Absolument pas. Quand on est sûr de soi, on s'écarte naturellement
des gens qui ont des convictions et / ou des attitudes différentes,
on peut choisir ses amis, comme ils nous choisissent, par affinité.
Édith :
Vous avez votre propre philosophie de vie? Si oui, quelle est-elle?
André:
Non, la neurobiologie n'est pas une philosophie. C'est un soutien, un
atout indispensable. Ce n'est pas une philosophie, c'est une
attitude, c'est la même que celle de mes parents. C'est d'être dans
la vie commune, dans la curiosité, ensemble. Dans l'observation.
Dans
la curiosité pour le prochain pas, et non le désir d'introduire le
prochain pas.
|
André Stern - par Pauline Stern |
Ces
mots, qui résument très bien l'attitude d'André Stern, concluent
l'entrevue.
Merci
beaucoup André de m'avoir accordé cette entrevue alors que vous
êtes en plein Festival d'Avignon.
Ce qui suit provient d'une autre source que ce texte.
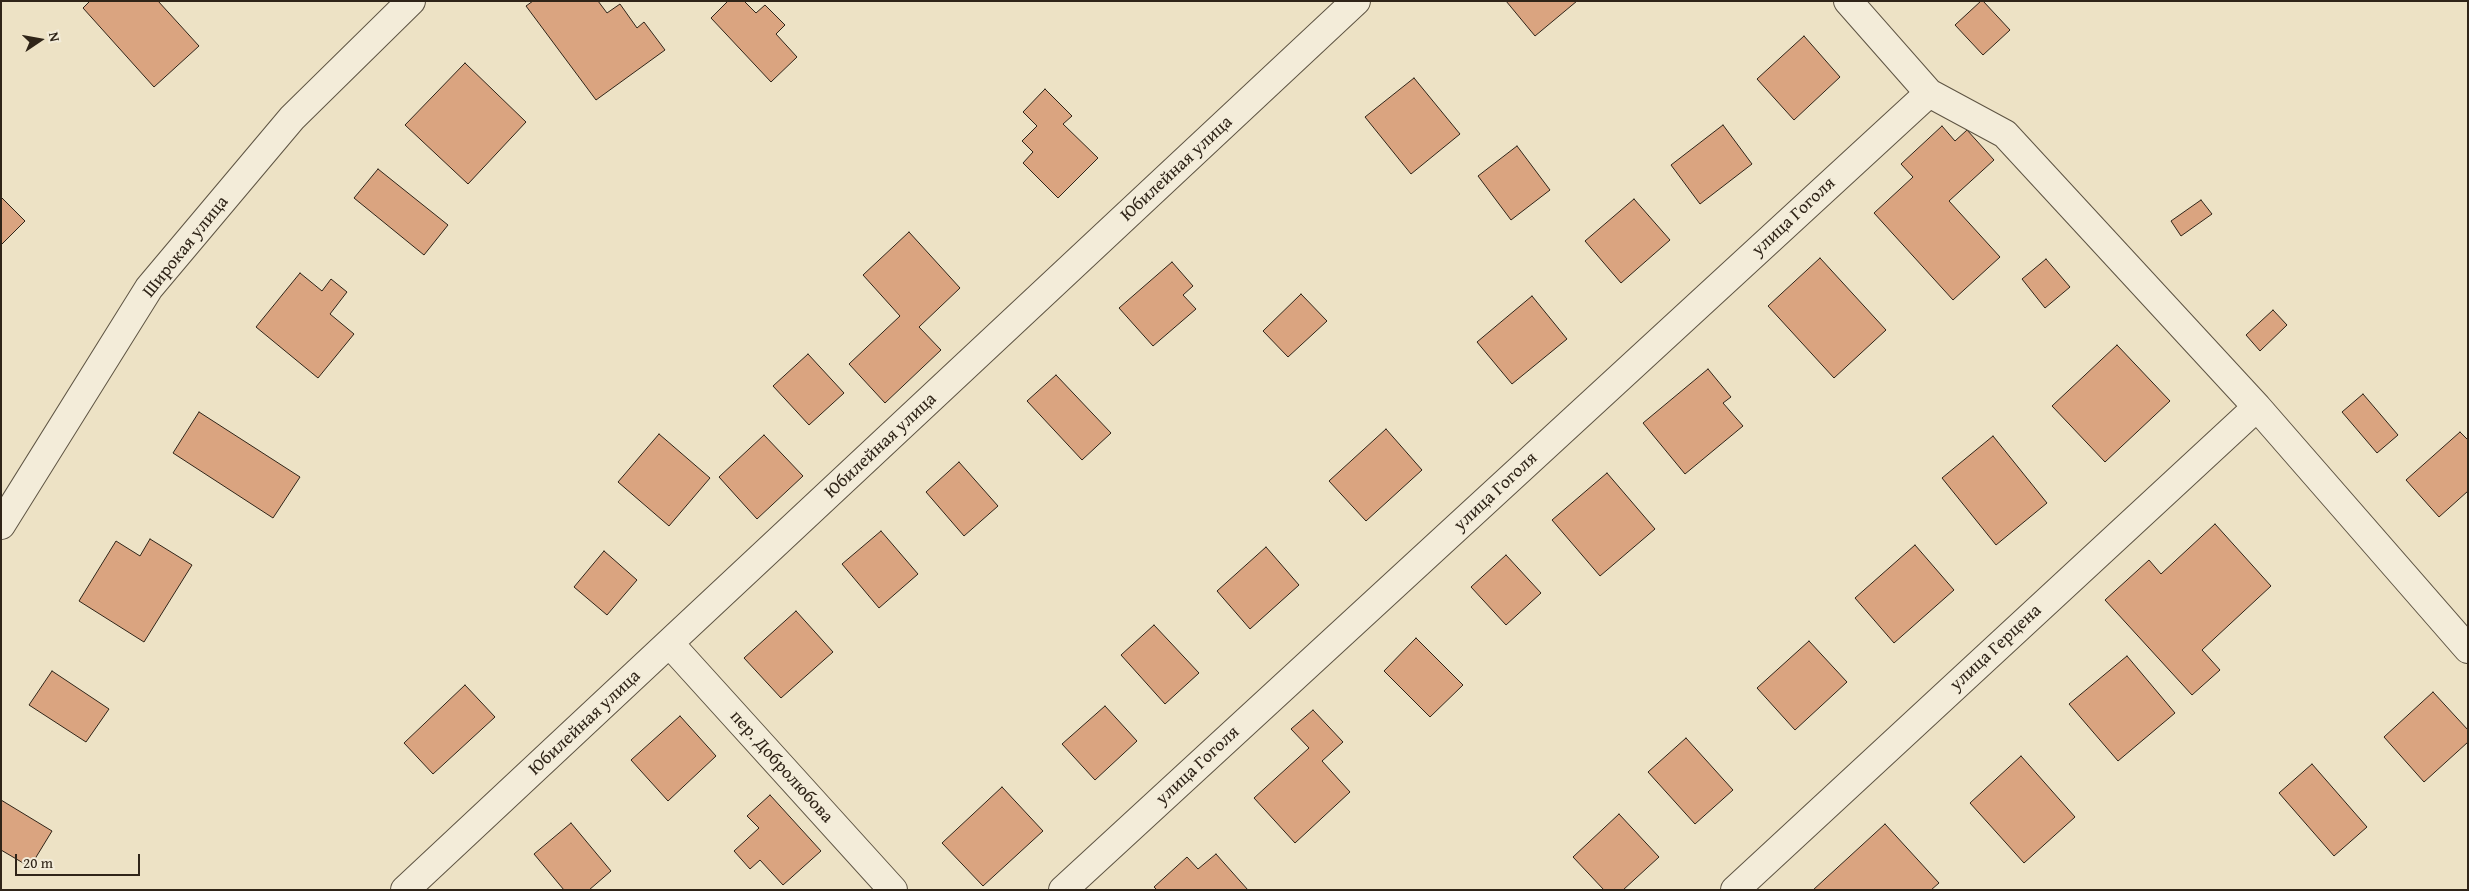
<!DOCTYPE html>
<html>
<head>
<meta charset="utf-8">
<style>
  body { margin:0 }
  #map { position:relative; width:2469px; height:891px; overflow:hidden; background:#ede2c5; font-family:"Gentium Book Plus",serif }
  canvas { display:block }
  .frame { position:absolute; inset:0; border:2px solid #2f2418; pointer-events:none }
  .north { position:absolute; left:15px; top:15px; width:50px; height:50px; -webkit-text-stroke:4px #f3ecd9; paint-order:stroke; rotate:78deg; font-size:14px; font-weight:700; line-height:20px; text-align:center; color:#2f2418 }
  .north::after { content:''; display:block; margin:auto; width:18px; height:22px; background:#2f2418; clip-path:polygon(50% 0,100% 100%,50% 72%,0 100%) }
  .scale { position:absolute; left:15px; top:854px; width:125px; height:22px; box-sizing:border-box; border:2px solid #2f2418; border-top:0; padding-left:6px; font-size:15px; line-height:18px; white-space:nowrap; color:#2f2418; -webkit-text-stroke:4px #f3ecd9; paint-order:stroke }
</style>
</head>
<body>
<div id="map">
<canvas width="2469" height="891"></canvas>
<div class="frame"></div>
<div class="north">N</div>
<div class="scale">20 m</div>
</div>
<script>
const g = document.querySelector('canvas').getContext('2d');
g.lineJoin = 'round';
function paint(path, color) { g.fillStyle = color; g.fill(path, 'evenodd'); }
const poly = rows => new Path2D(rows.map(r => 'M' + r).join(''));
function strokePath(path, color, width, dash) { g.strokeStyle = color; g.lineWidth = width; g.lineCap = dash ? 'butt' : 'round'; g.setLineDash(dash || []); g.stroke(path); }
function label(font, color, halo, rows, align = 'center') {
  g.font = font + ' "Gentium Book Plus",serif'; g.lineWidth = 4; g.setLineDash([]); g.textBaseline = 'middle'; g.strokeStyle = halo; g.fillStyle = color; for (const [text, x, y, turn = 0] of rows) {
    g.save(); g.translate(x, y); g.rotate((+turn || 0) * Math.PI / 180); g.textAlign = isNaN(turn) ? turn : align; if (halo) g.strokeText(text, 0, 0); g.fillText(text, 0, 0); g.restore();
  }
}
const building = poly([
  [90,1,158,1,199,46,154,87,83,8,90,1],
  [533,1,598,1,607,13,620,4,637,28,644,22,665,50,596,100,526,6,533,1],
  [728,1,744,1,756,13,765,5,785,25,776,34,797,57,771,82,711,18,728,1],
  [1506,1,1577,1,1535,36,1506,1],
  [1981,1,1983,1,2010,30,1983,55,1955,25,1981,1],
  [1804,36,1840,77,1794,120,1757,79,1804,36],
  [465,63,526,122,468,184,405,125,465,63],
  [1414,78,1460,134,1411,174,1365,117,1414,78],
  [1045,89,1072,116,1063,124,1098,158,1058,198,1023,163,1033,152,1022,141,1037,126,1023,112,1045,89],
  [1723,125,1752,164,1700,204,1671,165,1723,125],
  [1942,126,1955,141,1967,130,1994,160,1949,201,2000,257,1953,300,1874,213,1913,177,1901,164,1942,126],
  [1517,146,1550,190,1511,220,1478,176,1517,146],
  [378,169,448,225,424,255,354,198,378,169],
  [1,197,25,221,1,245,1,197],
  [1634,199,1670,240,1621,283,1585,241,1634,199],
  [2201,200,2212,214,2181,236,2171,221,2201,200],
  [909,232,960,288,919,327,941,350,885,403,849,364,900,316,863,275,909,232],
  [1820,258,1886,330,1834,378,1768,306,1820,258],
  [2046,259,2070,287,2045,308,2022,279,2046,259],
  [1172,262,1193,286,1183,295,1196,309,1153,346,1119,308,1172,262],
  [300,273,322,291,331,279,347,292,330,314,354,334,318,378,256,327,300,273],
  [1301,294,1327,321,1288,357,1263,331,1301,294],
  [1532,296,1567,339,1512,384,1477,342,1532,296],
  [2273,310,2287,325,2260,351,2246,335,2273,310],
  [2117,345,2170,401,2105,462,2052,406,2117,345],
  [808,354,844,393,809,425,773,386,808,354],
  [1708,369,1731,397,1723,403,1743,426,1685,474,1643,423,1708,369],
  [1056,375,1111,433,1082,460,1027,401,1056,375],
  [2363,394,2398,435,2377,453,2342,412,2363,394],
  [199,412,300,477,273,518,173,453,199,412],
  [1386,429,1422,470,1366,521,1329,481,1386,429],
  [2460,432,2468,440,2468,491,2439,517,2406,480,2460,432],
  [659,434,710,478,669,526,618,482,659,434],
  [764,435,803,476,757,519,719,477,764,435],
  [1993,436,2047,503,1996,545,1942,478,1993,436],
  [959,462,998,506,964,536,926,492,959,462],
  [1607,473,1655,529,1600,576,1552,520,1607,473],
  [2215,524,2271,586,2202,650,2220,670,2192,695,2105,600,2149,560,2161,574,2215,524],
  [881,531,918,574,879,608,842,564,881,531],
  [150,539,192,565,144,642,79,601,116,541,140,556,150,539],
  [1915,545,1954,590,1894,643,1855,598,1915,545],
  [1266,547,1299,585,1250,629,1217,591,1266,547],
  [604,551,637,580,607,615,574,587,604,551],
  [1506,555,1541,593,1506,625,1471,587,1506,555],
  [796,611,833,652,781,698,744,658,796,611],
  [1154,625,1199,673,1165,704,1121,655,1154,625],
  [1416,638,1463,685,1430,717,1384,671,1416,638],
  [1809,641,1847,682,1795,730,1757,688,1809,641],
  [2127,656,2175,713,2118,761,2069,704,2127,656],
  [52,671,109,709,86,742,29,705,52,671],
  [465,685,495,717,433,774,404,743,465,685],
  [2433,692,2468,730,2468,742,2424,782,2384,737,2433,692],
  [1105,706,1137,741,1095,780,1062,744,1105,706],
  [1313,710,1343,742,1322,761,1350,792,1295,843,1254,798,1309,748,1291,729,1313,710],
  [680,716,716,756,668,801,631,760,680,716],
  [1686,738,1733,790,1695,824,1648,772,1686,738],
  [2021,756,2075,817,2024,863,1970,803,2021,756],
  [2312,764,2367,827,2334,856,2279,793,2312,764],
  [1002,787,1043,831,983,886,942,843,1002,787],
  [770,795,821,851,783,885,760,860,750,869,734,851,759,828,747,816,770,795],
  [1,800,52,831,30,867,1,850,1,800],
  [1619,814,1659,857,1623,890,1604,890,1573,857,1619,814],
  [571,823,611,871,589,890,564,890,534,854,571,823],
  [1885,824,1939,883,1931,890,1813,890,1885,824],
  [1216,854,1248,890,1157,890,1154,887,1187,857,1198,869,1216,854]
]);
paint(building, '#daa480');
strokePath(building, '#2f2418', 1);
const minor = poly([
  [1848,1,1929,93,2005,134,2257,407,2468,649],
  [670,644,893,890],
  [405,890,1356,1],
  [1063,890,1929,93],
  [1735,890,2257,407]
]);
const tertiary = poly([
  [1,525,149,288,292,118,411,1]
]);
strokePath(minor, '#5e5443', 30);
strokePath(tertiary, '#5e5443', 30);
strokePath(minor, '#f3ecd9', 28);
strokePath(tertiary, '#f3ecd9', 28);
label('18px', '#2f2418', '#f3ecd9', [
  ["Юбилейная улица",1177,169,-43],
  ["улица Гоголя",1794,217,-43],
  ["Широкая улица",186,247,-51],
  ["Юбилейная улица",881,446,-43],
  ["улица Гоголя",1496,492,-43],
  ["улица Герцена",1996,648,-43],
  ["Юбилейная улица",585,723,-43],
  ["улица Гоголя",1198,766,-43],
  ["пер. Добролюбова",781,767,48]
]);
</script>
</body>
</html>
Merci pour votre grande générosité
!
Édith Chabot-Laflamme
Mardi,
le 24 juillet 2012 - 10h00 à Québec, Canada - 16h00 à Avignon,
France
--
Notes:
Cette interview a été publiée (en anglais) dans Life Learning Magazine, sept.oct. 2012, et un article en a été tiré pour le magazine VIVRE, noc.déc. 2012.
André
Stern a grandi en dehors de toute scolarisation : il raconte son
expérience dans deux livres, disponibles en langue allemande aux
Editions Zabert-Sandmann ("Und
ich war nie in der Schule" - 2009 - 5ème édition,
et "Mein
Vater, mein Freund" – 2011).
Le premier a été traduit en français sous le titre: « ...Et
je ne suis jamais allé à l'école »,
aux Éditions Actes Sud – 2011- ISBN: 978-2-330-00012-7
En
tournée au Québec :
Après de multiples conférences dans plusieurs pays d'Europe, André Stern sera en
tournée au Québec en mai 2013 (Québec, Estrie, Montréal).